== WHAT THE TASK ASKS ==
Among the lines below, which ones contain the word "symbols"? Copy every such line.

== DATA TO EXAMINE ==
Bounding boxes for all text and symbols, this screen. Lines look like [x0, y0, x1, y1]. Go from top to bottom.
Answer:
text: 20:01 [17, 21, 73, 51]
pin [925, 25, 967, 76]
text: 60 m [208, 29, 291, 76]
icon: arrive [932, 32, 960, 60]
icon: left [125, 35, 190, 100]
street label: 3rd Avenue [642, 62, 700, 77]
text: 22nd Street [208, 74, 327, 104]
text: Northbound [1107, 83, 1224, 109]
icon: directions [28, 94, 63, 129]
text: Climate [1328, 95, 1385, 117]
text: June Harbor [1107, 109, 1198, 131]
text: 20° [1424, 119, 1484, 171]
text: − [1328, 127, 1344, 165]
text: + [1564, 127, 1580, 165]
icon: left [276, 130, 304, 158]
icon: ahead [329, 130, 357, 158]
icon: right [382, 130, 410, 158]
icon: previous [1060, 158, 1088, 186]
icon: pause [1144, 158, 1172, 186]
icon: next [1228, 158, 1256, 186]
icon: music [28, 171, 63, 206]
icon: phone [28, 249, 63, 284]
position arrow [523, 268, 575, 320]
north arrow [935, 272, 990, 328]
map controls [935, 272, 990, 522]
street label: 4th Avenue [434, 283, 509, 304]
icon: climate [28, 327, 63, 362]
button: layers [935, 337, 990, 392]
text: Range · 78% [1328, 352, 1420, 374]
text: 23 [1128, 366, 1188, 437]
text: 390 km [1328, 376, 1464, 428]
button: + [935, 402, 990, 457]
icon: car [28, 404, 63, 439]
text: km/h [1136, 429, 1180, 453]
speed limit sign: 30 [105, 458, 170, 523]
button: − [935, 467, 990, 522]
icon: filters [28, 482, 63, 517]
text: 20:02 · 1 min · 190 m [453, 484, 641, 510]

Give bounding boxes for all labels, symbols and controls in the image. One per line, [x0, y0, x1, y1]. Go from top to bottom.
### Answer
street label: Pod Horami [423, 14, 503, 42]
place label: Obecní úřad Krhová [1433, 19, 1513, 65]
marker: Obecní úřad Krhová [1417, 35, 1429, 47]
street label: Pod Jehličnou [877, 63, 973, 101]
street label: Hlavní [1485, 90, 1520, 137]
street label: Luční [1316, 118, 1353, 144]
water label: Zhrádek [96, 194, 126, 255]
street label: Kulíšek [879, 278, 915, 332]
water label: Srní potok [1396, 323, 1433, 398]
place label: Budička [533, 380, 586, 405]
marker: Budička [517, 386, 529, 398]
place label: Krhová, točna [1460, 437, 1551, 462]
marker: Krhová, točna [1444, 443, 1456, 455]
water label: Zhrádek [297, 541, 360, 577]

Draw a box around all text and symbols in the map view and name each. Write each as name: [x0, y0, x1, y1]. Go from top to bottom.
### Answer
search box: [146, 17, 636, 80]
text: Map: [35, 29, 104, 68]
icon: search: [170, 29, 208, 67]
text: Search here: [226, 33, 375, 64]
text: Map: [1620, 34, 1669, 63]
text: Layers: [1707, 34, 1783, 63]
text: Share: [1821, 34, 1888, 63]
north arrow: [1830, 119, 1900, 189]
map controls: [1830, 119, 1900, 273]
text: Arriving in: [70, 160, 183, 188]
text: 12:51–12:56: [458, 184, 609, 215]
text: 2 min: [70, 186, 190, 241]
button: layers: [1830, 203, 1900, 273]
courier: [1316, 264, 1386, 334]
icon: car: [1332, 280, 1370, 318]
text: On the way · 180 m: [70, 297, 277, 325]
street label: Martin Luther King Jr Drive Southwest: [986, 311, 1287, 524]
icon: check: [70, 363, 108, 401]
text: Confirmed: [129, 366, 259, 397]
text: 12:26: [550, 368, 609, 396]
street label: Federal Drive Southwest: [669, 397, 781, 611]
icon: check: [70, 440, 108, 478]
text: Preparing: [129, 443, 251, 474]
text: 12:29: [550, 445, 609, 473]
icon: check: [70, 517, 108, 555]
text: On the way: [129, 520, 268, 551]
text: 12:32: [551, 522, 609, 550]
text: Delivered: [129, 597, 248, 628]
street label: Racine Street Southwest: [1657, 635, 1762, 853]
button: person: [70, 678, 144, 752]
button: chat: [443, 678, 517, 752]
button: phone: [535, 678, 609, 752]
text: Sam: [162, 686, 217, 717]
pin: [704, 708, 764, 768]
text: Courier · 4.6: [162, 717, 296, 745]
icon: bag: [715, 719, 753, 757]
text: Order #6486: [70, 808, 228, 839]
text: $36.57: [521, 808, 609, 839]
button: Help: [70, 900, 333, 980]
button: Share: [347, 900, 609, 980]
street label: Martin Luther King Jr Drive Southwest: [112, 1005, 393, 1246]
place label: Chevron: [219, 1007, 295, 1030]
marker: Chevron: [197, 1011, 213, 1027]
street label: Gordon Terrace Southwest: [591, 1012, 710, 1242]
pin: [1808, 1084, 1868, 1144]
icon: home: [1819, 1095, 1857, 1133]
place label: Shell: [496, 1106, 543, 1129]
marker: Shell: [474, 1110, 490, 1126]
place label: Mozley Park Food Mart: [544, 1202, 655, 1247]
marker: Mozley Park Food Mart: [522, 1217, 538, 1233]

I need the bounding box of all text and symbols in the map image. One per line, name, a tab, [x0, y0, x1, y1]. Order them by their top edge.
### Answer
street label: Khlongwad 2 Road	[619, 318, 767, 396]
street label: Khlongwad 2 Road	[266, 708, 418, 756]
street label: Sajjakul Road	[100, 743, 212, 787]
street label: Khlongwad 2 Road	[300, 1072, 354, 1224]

== YOUR RESPONSE ==
Bounding boxes for all text and symbols, this screen. Lines look like [x0, y0, x1, y1]. Go from top to bottom.
Give bounding boxes for all labels, symbols and controls in the image. One per line, [x0, y0, x1, y1]. Go from top to bottom.
Draw a box around all text and symbols in the map view and name each. Write each as name: [x0, y0, x1, y1]. Go from top to bottom.
I need the bounding box of all text and symbols in the map image. One per line, name, a tab, [x0, y0, x1, y1]. Order them by their top edge.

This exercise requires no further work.